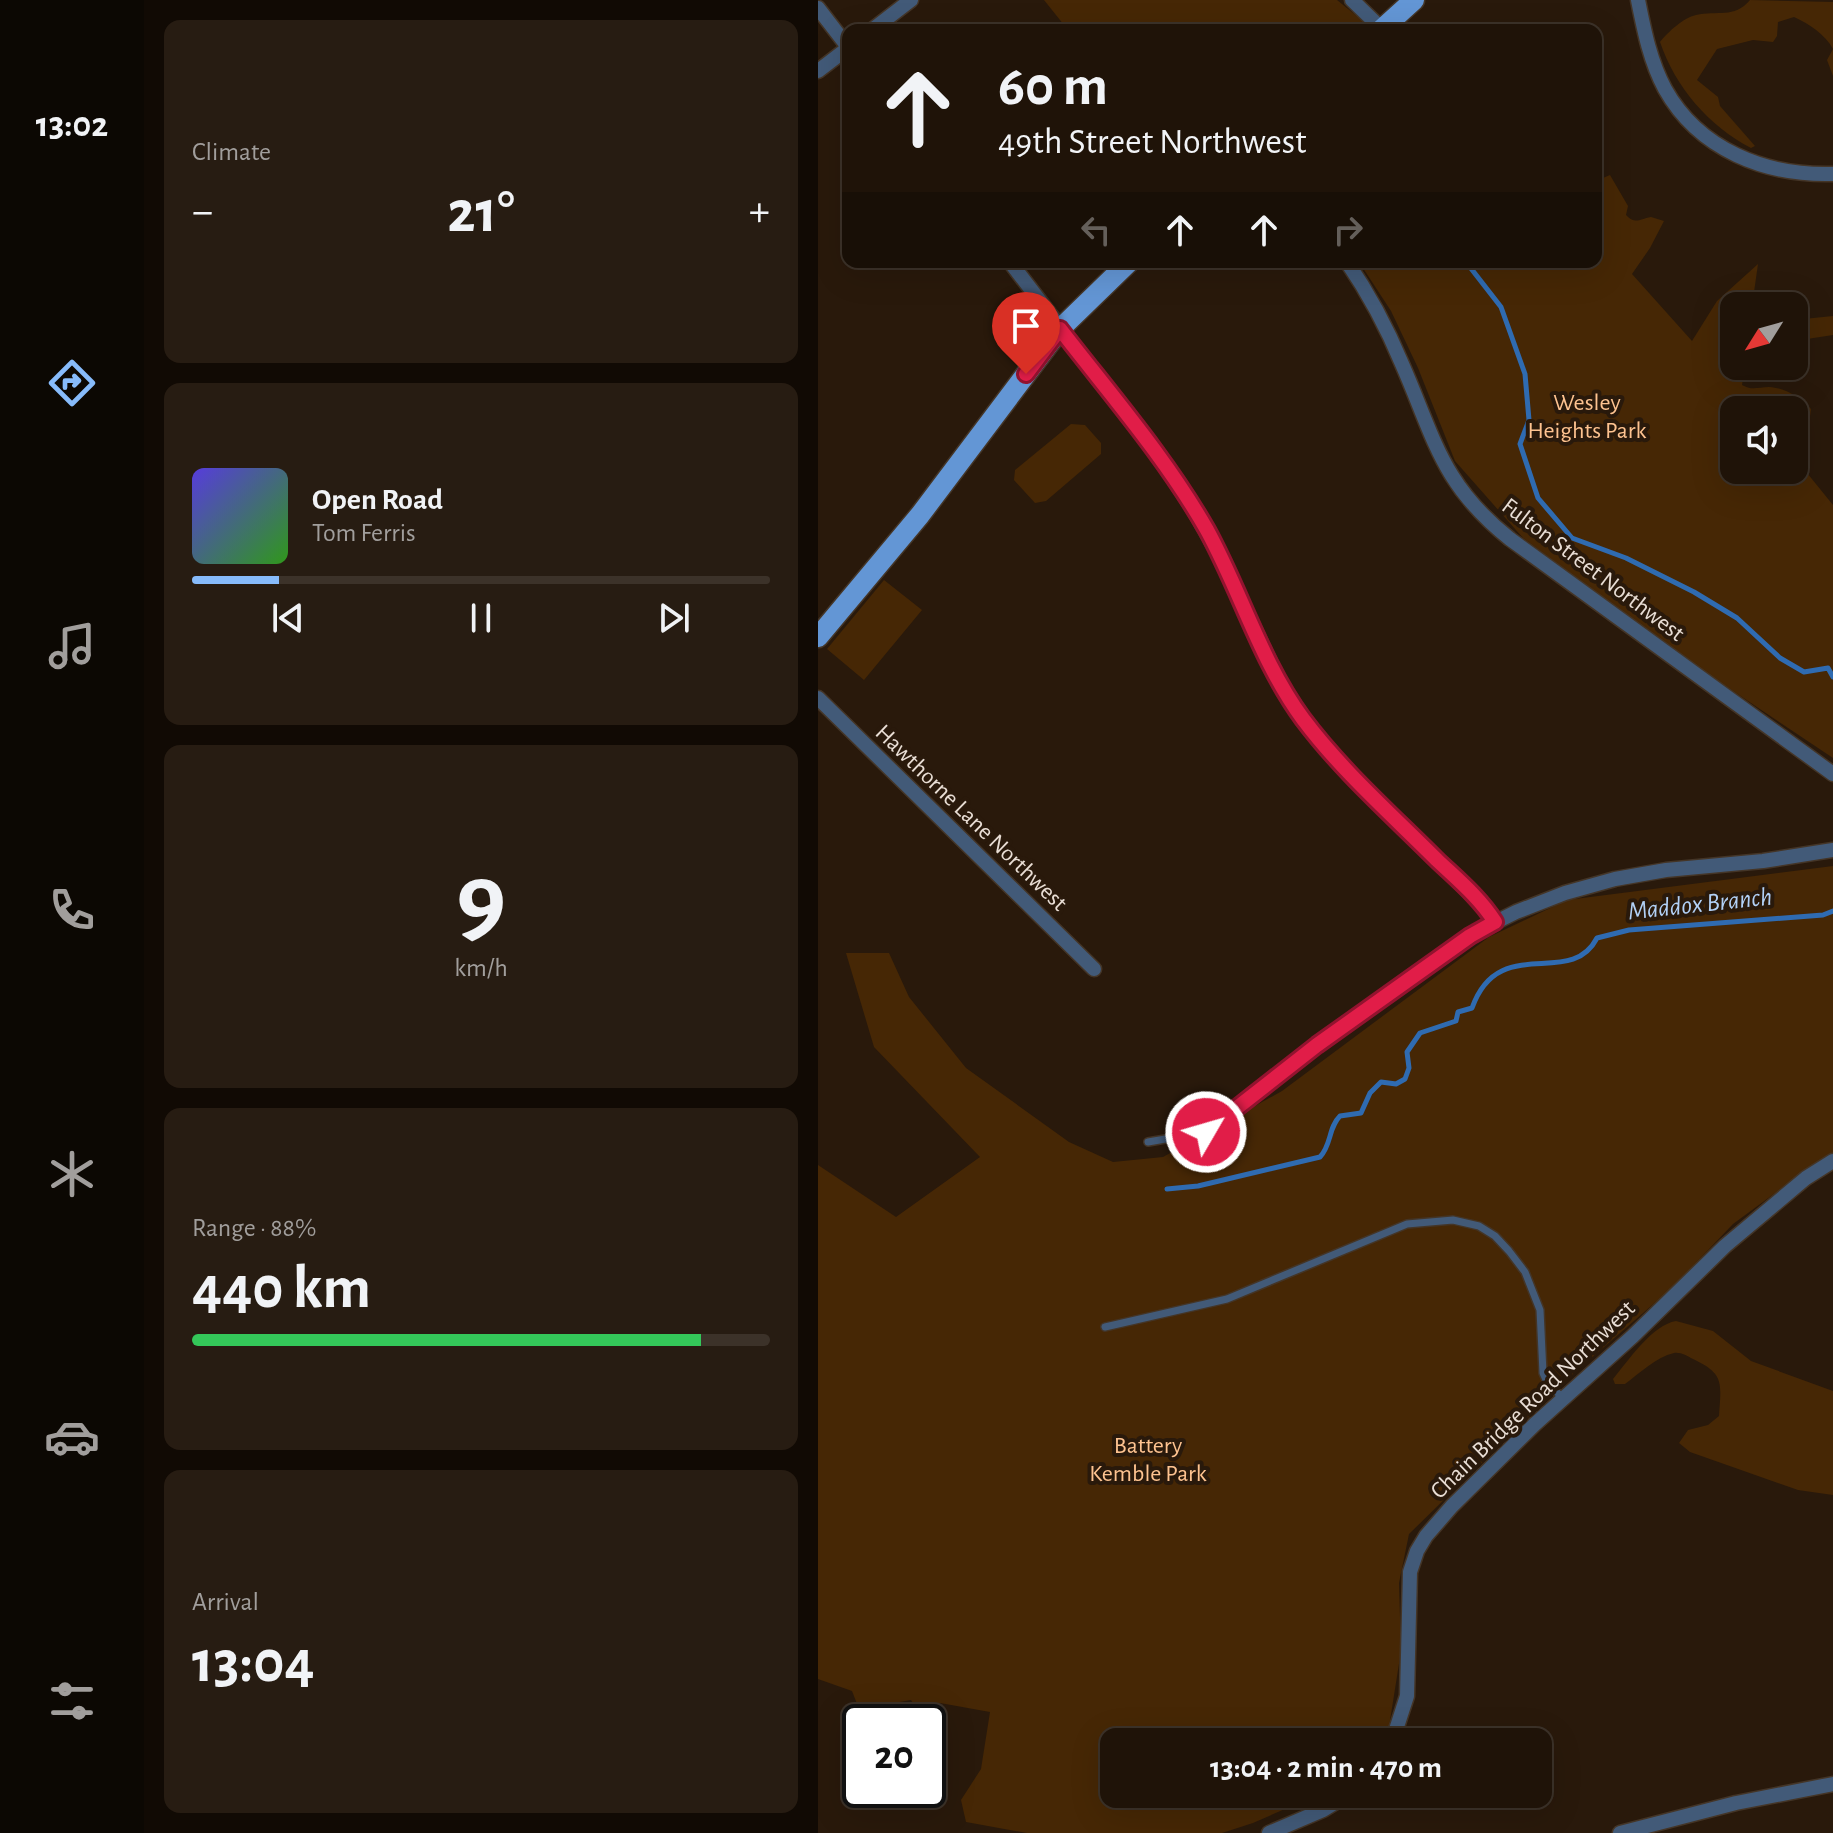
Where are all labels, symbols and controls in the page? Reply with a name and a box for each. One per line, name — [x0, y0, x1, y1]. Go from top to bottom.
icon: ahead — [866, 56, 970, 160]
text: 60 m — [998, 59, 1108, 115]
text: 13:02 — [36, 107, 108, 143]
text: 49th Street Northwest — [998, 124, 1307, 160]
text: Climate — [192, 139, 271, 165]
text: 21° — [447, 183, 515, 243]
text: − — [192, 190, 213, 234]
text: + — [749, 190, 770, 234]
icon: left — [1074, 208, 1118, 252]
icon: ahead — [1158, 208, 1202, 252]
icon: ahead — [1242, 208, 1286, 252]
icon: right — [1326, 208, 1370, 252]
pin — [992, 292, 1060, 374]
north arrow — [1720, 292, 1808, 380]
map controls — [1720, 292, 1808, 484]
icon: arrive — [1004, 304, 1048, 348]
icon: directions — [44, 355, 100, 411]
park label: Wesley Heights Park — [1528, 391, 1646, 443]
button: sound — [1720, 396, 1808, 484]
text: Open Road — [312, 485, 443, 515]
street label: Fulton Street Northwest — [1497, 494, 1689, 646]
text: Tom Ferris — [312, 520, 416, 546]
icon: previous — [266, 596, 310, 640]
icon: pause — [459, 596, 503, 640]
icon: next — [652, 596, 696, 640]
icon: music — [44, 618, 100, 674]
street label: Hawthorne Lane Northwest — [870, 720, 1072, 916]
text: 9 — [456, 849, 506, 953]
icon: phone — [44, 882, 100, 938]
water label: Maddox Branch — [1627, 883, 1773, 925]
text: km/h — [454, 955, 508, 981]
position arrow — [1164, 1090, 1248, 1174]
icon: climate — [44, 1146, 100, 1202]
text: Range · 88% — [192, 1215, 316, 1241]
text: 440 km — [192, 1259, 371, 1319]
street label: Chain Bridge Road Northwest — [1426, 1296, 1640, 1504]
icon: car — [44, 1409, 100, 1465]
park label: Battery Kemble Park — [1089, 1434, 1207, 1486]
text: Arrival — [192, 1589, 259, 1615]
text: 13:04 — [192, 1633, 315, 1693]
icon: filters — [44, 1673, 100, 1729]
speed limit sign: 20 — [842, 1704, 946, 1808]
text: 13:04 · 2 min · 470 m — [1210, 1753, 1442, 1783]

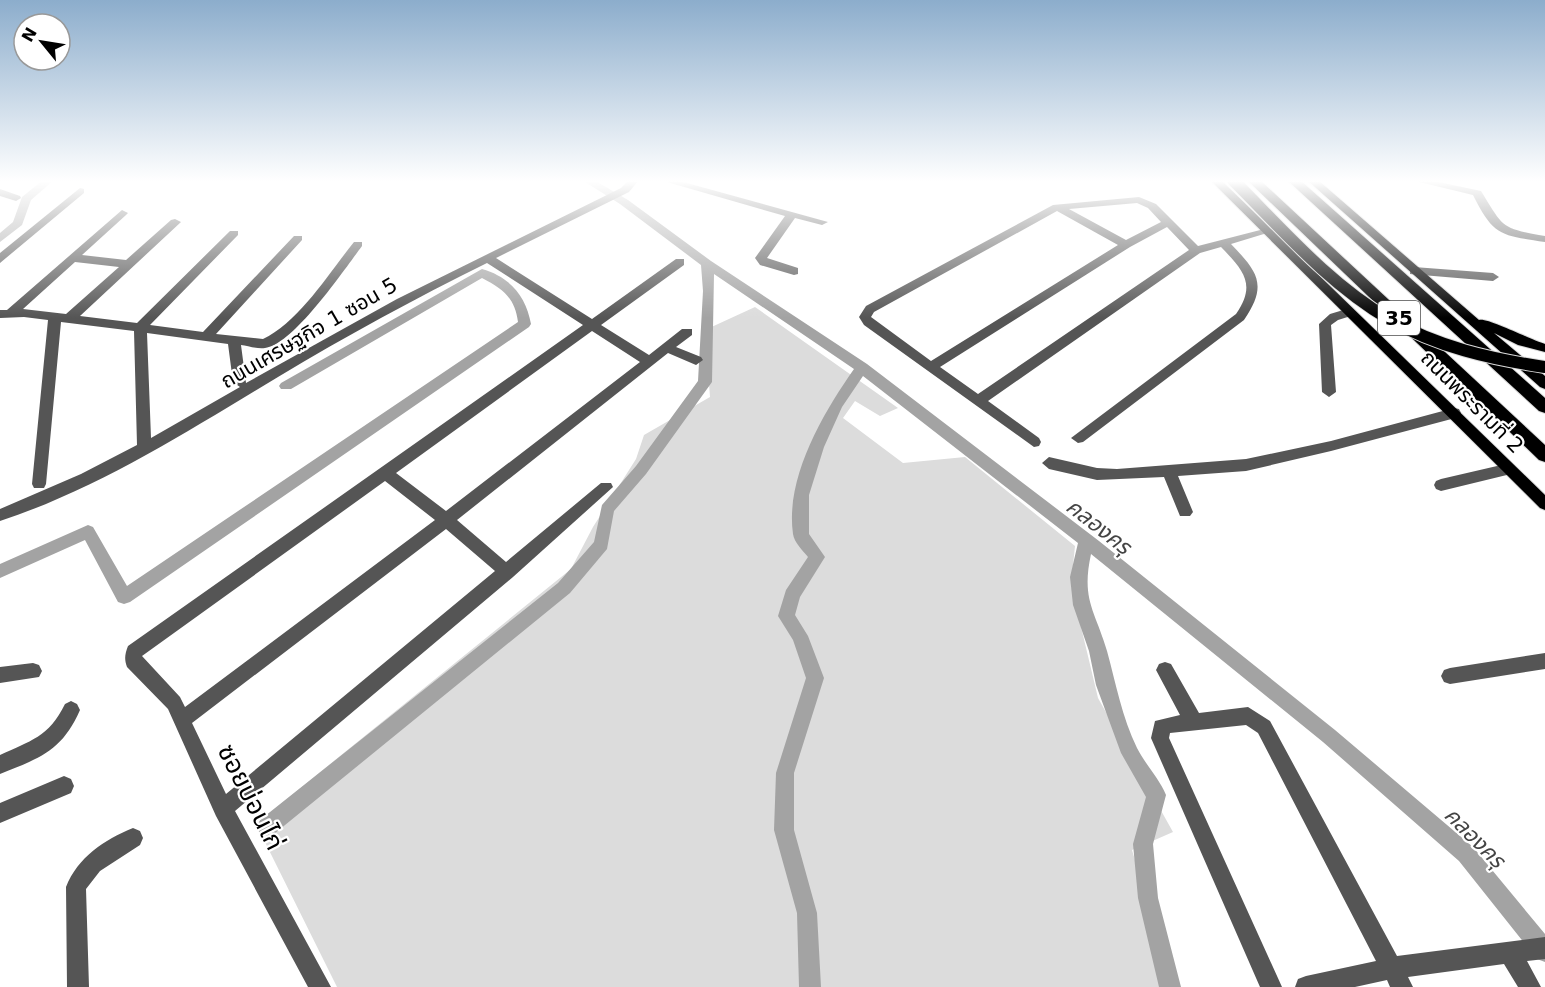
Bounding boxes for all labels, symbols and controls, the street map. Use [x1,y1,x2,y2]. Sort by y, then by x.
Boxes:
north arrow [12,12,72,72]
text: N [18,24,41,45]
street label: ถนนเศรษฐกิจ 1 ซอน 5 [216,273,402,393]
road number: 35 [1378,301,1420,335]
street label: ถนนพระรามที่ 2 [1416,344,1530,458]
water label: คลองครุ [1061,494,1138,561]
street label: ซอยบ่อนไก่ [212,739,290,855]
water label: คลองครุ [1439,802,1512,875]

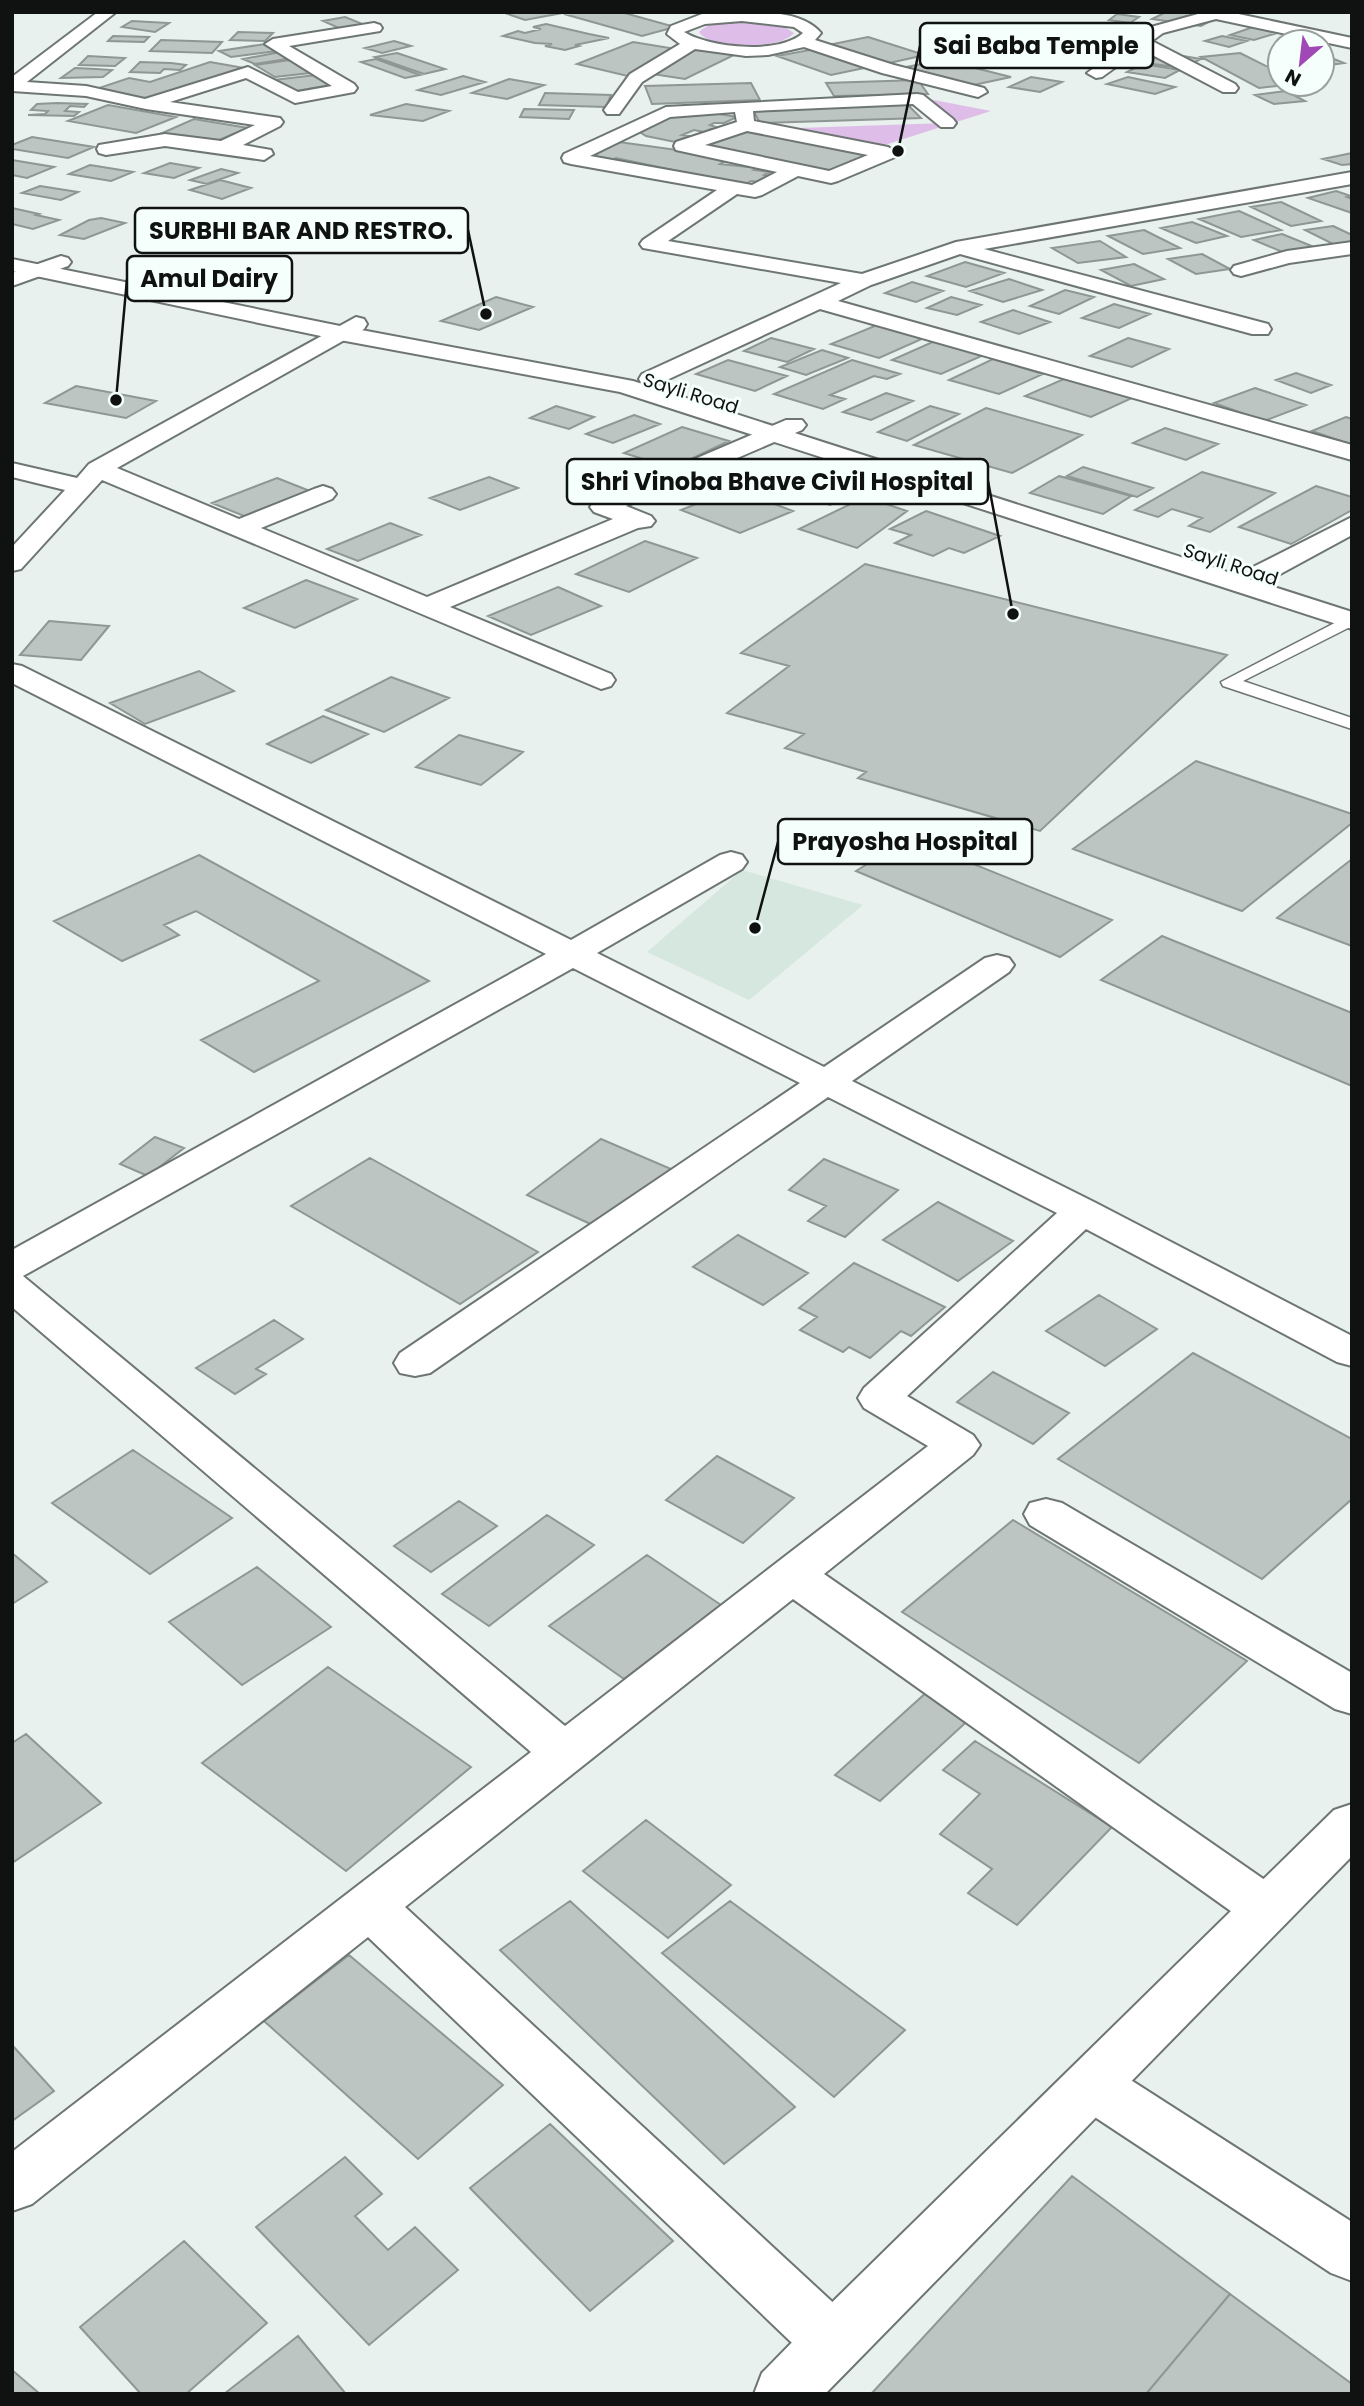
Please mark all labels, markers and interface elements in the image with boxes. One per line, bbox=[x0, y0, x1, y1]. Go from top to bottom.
--------------------
## [TASK PROMPT]
Output the lines above verbatim, images excluded.

## [RESPONSE]
Where are all labels, symbols and controls in the page? Reply with a name and a box for each. One per line, name — [x0, y0, x1, y1]. Go from top to bottom.
icon: ahead — [866, 56, 970, 160]
text: 60 m — [998, 59, 1108, 115]
text: 13:02 — [36, 107, 108, 143]
text: 49th Street Northwest — [998, 124, 1307, 160]
text: Climate — [192, 139, 271, 165]
text: 21° — [447, 183, 515, 243]
text: − — [192, 190, 213, 234]
text: + — [749, 190, 770, 234]
icon: left — [1074, 208, 1118, 252]
icon: ahead — [1158, 208, 1202, 252]
icon: ahead — [1242, 208, 1286, 252]
icon: right — [1326, 208, 1370, 252]
pin — [992, 292, 1060, 374]
north arrow — [1720, 292, 1808, 380]
map controls — [1720, 292, 1808, 484]
icon: arrive — [1004, 304, 1048, 348]
icon: directions — [44, 355, 100, 411]
park label: Wesley Heights Park — [1528, 391, 1646, 443]
button: sound — [1720, 396, 1808, 484]
text: Open Road — [312, 485, 443, 515]
street label: Fulton Street Northwest — [1497, 494, 1689, 646]
text: Tom Ferris — [312, 520, 416, 546]
icon: previous — [266, 596, 310, 640]
icon: pause — [459, 596, 503, 640]
icon: next — [652, 596, 696, 640]
icon: music — [44, 618, 100, 674]
street label: Hawthorne Lane Northwest — [870, 720, 1072, 916]
text: 9 — [456, 849, 506, 953]
icon: phone — [44, 882, 100, 938]
water label: Maddox Branch — [1627, 883, 1773, 925]
text: km/h — [454, 955, 508, 981]
position arrow — [1164, 1090, 1248, 1174]
icon: climate — [44, 1146, 100, 1202]
text: Range · 88% — [192, 1215, 316, 1241]
text: 440 km — [192, 1259, 371, 1319]
street label: Chain Bridge Road Northwest — [1426, 1296, 1640, 1504]
icon: car — [44, 1409, 100, 1465]
park label: Battery Kemble Park — [1089, 1434, 1207, 1486]
text: Arrival — [192, 1589, 259, 1615]
text: 13:04 — [192, 1633, 315, 1693]
icon: filters — [44, 1673, 100, 1729]
speed limit sign: 20 — [842, 1704, 946, 1808]
text: 13:04 · 2 min · 470 m — [1210, 1753, 1442, 1783]

Bounding boxes for all labels, symbols and controls, the street map. Use [x1,y1,x2,y2]. Sort by y, then by x.
Boxes:
north arrow [12,12,72,72]
text: N [18,24,41,45]
street label: ถนนเศรษฐกิจ 1 ซอน 5 [216,273,402,393]
road number: 35 [1378,301,1420,335]
street label: ถนนพระรามที่ 2 [1416,344,1530,458]
water label: คลองครุ [1061,494,1138,561]
street label: ซอยบ่อนไก่ [212,739,290,855]
water label: คลองครุ [1439,802,1512,875]

Please mark all labels, markers and interface elements in the image with boxes. One per line, bbox=[x0, y0, x1, y1]. Go from top to bottom.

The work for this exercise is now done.